→ EXERCISE GOAL
After reading the data below, copy out every line that contains the word "rows".

=== Begin Enclosure ===

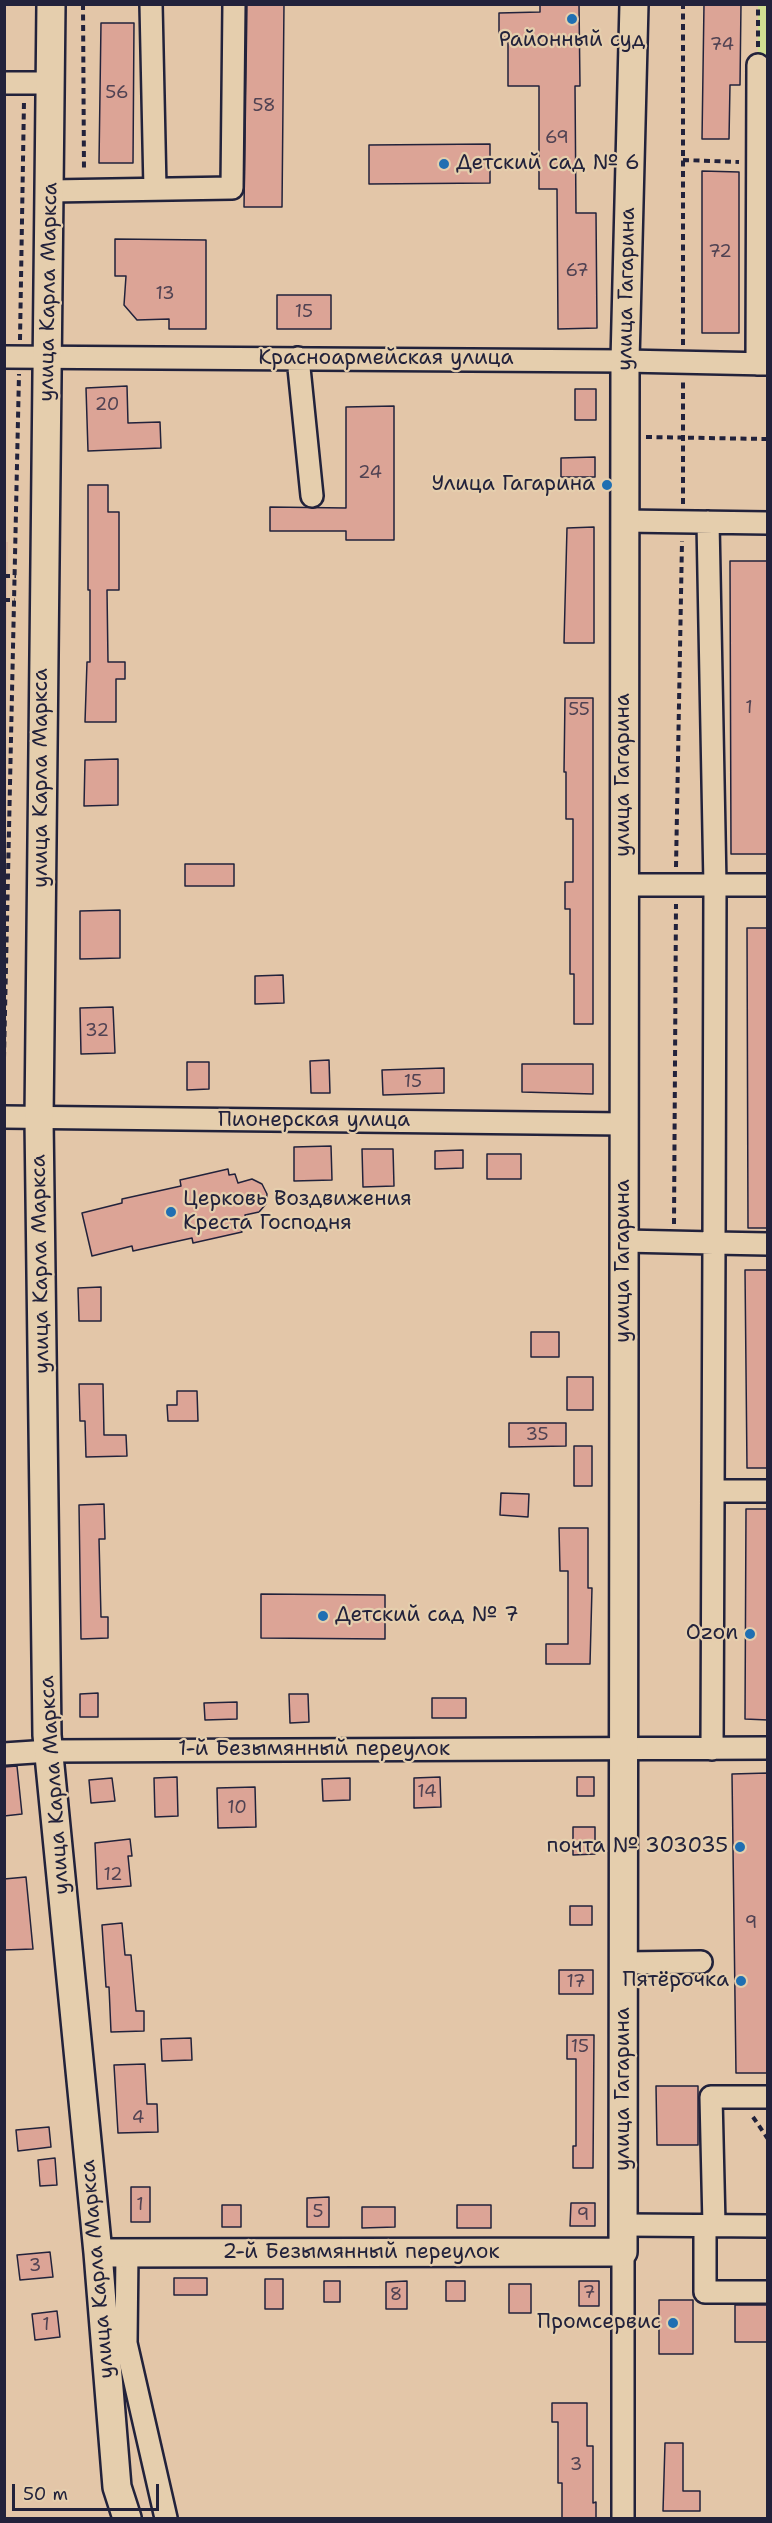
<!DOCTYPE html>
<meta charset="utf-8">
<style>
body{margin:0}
#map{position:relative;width:772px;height:2523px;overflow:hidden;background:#e3c6a8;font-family:"Shantell Sans",sans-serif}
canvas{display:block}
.frame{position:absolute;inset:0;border:6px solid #22223b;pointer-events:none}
.scale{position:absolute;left:12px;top:2484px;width:147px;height:27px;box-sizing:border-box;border:3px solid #22223b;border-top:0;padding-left:8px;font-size:18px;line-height:21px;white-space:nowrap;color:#22223b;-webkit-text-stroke:4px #e5cead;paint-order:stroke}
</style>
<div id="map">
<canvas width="772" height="2523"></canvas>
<div class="frame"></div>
<div class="scale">50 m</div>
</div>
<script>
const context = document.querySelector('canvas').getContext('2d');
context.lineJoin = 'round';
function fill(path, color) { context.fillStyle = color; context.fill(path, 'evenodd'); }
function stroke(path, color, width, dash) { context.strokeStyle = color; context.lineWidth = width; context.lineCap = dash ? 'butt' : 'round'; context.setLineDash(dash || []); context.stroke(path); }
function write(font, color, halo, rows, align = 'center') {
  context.font = font + ' "Shantell Sans",sans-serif'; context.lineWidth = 4.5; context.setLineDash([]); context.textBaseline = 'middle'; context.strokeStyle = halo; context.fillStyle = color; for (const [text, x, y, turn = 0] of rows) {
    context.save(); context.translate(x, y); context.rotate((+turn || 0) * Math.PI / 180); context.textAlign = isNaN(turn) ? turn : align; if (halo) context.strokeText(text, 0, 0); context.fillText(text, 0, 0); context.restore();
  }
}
fill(new Path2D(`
 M5,542h3l-2,121h-2z`), '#ddb9a1');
fill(new Path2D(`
 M758,5h9v60h-9z`), '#d1de92');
const building = new Path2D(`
 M247,4h37l-2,203h-38z
 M540,4h39l1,82h-5l1,127h20l1,115 -39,1 -1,-140h-18v-103h-31v-49h-9v-24l41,-1z
 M704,4h37l-1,81h-10l-1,54h-27z
 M101,23h33l-1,140h-34z
 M490,144v39l-121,1v-39z
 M702,171l37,1v161h-37z
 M115,239l91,1v89h-37v-10l-32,1 -13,-15 2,-29h-11z
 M277,295h54v34h-54z
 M127,386l1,37 32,-1 1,26 -73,3 -2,-63z
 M575,389h21v31h-21z
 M394,406v134h-48v-9h-76v-24l76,1v-101z
 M595,457v20h-34v-19z
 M88,485h20v27h11v78h-12l1,72h17v17h-9v43h-31l2,-60h3v-72h-2z
 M594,527v116h-30l3,-115z
 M730,561h38v293h-37z
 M565,698h28v326h-19v-50h-4v-65h-5v-27h8v-63h-7v-47h-2z
 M118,759v46l-34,1 1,-46z
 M185,864h49v22h-49z
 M120,910v48l-40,1v-48z
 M747,928h21v300h-20z
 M283,975l1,28 -29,1v-28z
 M113,1007l2,46 -34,1 -1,-46z
 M329,1060l1,33h-19l-1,-32z
 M187,1062h22v27l-22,1z
 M522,1064h71v30l-71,-2z
 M444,1068v25l-61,2 -1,-25z
 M331,1146l1,34 -38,1v-34z
 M362,1149h31l1,37 -31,1z
 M463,1150v18l-28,1v-18z
 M487,1154h34v25h-34z
 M228,1169l1,6 6,-1 3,9 14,-4 10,5 5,10 -1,10 -7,8 -14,3 2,10 -7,2 2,5 -49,11 -1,-5 -59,13 -1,-5 -40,10 -10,-43 40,-10v-4l59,-13 -1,-6z
 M745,1270h23v198h-21z
 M101,1287v34h-22l-1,-33z
 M531,1332h28v25h-28z
 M567,1377h26v33h-26z
 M79,1384h24l1,51h22l1,21 -41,1 -1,-36h-5z
 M177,1391h20l1,30h-30l-1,-16h10z
 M509,1423h57v23l-57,1z
 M574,1446h18v40h-18z
 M501,1493l28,1 -1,23 -28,-2z
 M104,1504l1,35h-6l2,78h7v21l-27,1 -2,-134z
 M746,1509h22v211l-23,-1z
 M559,1528h29v60h4l-2,76h-44v-20h22v-73h-8z
 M261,1594l124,1v44l-124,-1z
 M98,1693v24h-18v-23z
 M289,1694h19l1,28 -19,1z
 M432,1698h34v20h-34z
 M237,1702v17l-32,1 -1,-17z
 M17,1766l5,48 -18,2v-49z
 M768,1773v300h-32l-4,-299z
 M177,1777l1,39 -23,1 -1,-39z
 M440,1777l1,30 -27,1v-30z
 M577,1777h17v19h-17z
 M112,1778l3,23 -24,2 -2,-23z
 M350,1778v22l-27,1 -1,-22z
 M255,1787l1,40 -38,1 -1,-40z
 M573,1827h22v27l-22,1z
 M130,1839l2,17h-4l3,30 -34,3 -2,-46z
 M26,1877l7,72 -29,1v-71z
 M570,1906h22v19h-22z
 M122,1923l3,32h6l5,56h8v20l-33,1 -2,-45h-3l-4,-62z
 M559,1970h34v24h-34z
 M567,2035h27l-1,133h-20v-22h3v-87h-9z
 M191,2038l1,22 -30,1 -1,-22z
 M145,2064l2,40h10l1,28 -40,1 -4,-68z
 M656,2086h42v59h-41z
 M49,2127l2,20 -33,4 -2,-21z
 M55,2158l2,27 -17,1 -2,-26z
 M131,2187h19v35h-19z
 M329,2197v30h-22v-29z
 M571,2203h24v23h-25z
 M222,2205h19v22h-19z
 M457,2205h34v23h-34z
 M362,2207h33v20l-33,1z
 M50,2252l3,25 -33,3 -3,-25z
 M174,2278h33v17h-33z
 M265,2279h18v30h-18z
 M324,2281h16v21h-16z
 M407,2281v28h-21v-27z
 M446,2281h19v20h-19z
 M579,2281h20v25h-20z
 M509,2284h22v29h-22z
 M659,2300h34v54h-34z
 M735,2305h33v37h-33z
 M57,2311l3,26 -25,3 -3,-26z
 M552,2403h35v43h6v57l3,-1v16h-34v-35h-4v-61h-6z
 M665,2443h18v48h17v20h-37z`);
fill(building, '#dca496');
stroke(building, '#22223b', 1.5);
const minor = new Path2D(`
 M151,4l4,185
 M4,83h46
 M51,191l181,-3 2,-184
 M4,357l621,4 143,3
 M298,358l14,138
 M757,364l1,-299
 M624,521l144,2
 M624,885h91l-7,-363
 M768,885h-53l-1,358 54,1
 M4,1117l620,7
 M624,1241l90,2 -2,506
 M715,1491h53
 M4,1754l45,-3 719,-3
 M624,1963l77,-1
 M624,2225l144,1
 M705,2225v67h63
 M714,2225l-3,-128h57
 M127,2253l-1,90 40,175
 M623,2518v-266`);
const major = new Path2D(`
 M51,4l-12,1115 8,616 51,518 19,234 10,31
 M98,2253l525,-1 2,-1891 9,-357`);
stroke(minor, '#22223b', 26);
stroke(major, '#22223b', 32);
stroke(new Path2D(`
 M83,4l1,168
 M758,47v-43
 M683,160l56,2
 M20,340l4,-239
 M683,345v-341
 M646,437l122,2
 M683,504v-122
 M4,576h12
 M4,600h11
 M676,867l6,-326
 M4,1058l15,-684
 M674,1224l2,-320
 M753,2117l15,22`), '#22223b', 4, [6, 4.5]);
stroke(minor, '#e5cead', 21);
stroke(major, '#e5cead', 27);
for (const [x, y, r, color] of [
 [572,19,6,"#1f6fb2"],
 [444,164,6,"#1f6fb2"],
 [607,485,6,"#1f6fb2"],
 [171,1212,6,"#1f6fb2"],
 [323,1616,6,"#1f6fb2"],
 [750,1634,6,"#1f6fb2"],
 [740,1847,6,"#1f6fb2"],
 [741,1981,6,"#1f6fb2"],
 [673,2323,6,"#1f6fb2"]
]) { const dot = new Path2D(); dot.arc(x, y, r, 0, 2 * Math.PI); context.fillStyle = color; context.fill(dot); stroke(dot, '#e5cead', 2); }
write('18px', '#504252', null, [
 ["74",722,45],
 ["56",117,93],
 ["58",264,106],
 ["69",557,138],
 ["72",720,252],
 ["67",577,271],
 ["13",165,294],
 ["15",304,312],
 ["20",107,405],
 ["24",370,473],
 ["1",749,708],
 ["55",579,710],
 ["32",97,1031],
 ["15",413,1082],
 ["35",537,1435],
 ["14",427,1792],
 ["10",237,1808],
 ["12",113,1875],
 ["9",751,1923],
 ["17",576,1982],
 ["15",580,2047],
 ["4",138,2118],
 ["1",140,2205],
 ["5",318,2212],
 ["9",583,2215],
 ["3",35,2266],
 ["7",589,2293],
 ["8",396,2295],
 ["1",46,2325],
 ["3",576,2465]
]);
write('21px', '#22223b', '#e5cead', [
 ["Районный суд",572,41,"center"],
 ["Детский сад № 6",456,164,"left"],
 ["Улица Гагарина",595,485],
 ["Церковь Воздвижения",183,1200,"left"],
 ["Креста Господня",183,1224,"left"],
 ["Детский сад № 7",335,1616,"left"],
 ["Ozon",738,1634],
 ["почта № 303035",728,1847],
 ["Пятёрочка",729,1981],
 ["Промсервис",661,2323]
], 'right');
write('21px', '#22223b', '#e5cead', [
 ["улица Гагарина",627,289,-89],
 ["улица Карла Маркса",49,292,-89],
 ["Красноармейская улица",386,359],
 ["улица Гагарина",624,775,-90],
 ["улица Карла Маркса",42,778,-90],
 ["Пионерская улица",314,1121],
 ["улица Гагарина",624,1261,-90],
 ["улица Карла Маркса",41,1264,-91],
 ["1-й Безымянный переулок",314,1750],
 ["улица Карла Маркса",55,1785,-94],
 ["улица Гагарина",624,2089,-90],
 ["2-й Безымянный переулок",361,2253],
 ["улица Карла Маркса",98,2269,-95]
]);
</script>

=== End Enclosure ===

→ SOLVED EXERCISE
function write(font, color, halo, rows, align = 'center') {
  context.font = font + ' "Shantell Sans",sans-serif'; context.lineWidth = 4.5; context.setLineDash([]); context.textBaseline = 'middle'; context.strokeStyle = halo; context.fillStyle = color; for (const [text, x, y, turn = 0] of rows) {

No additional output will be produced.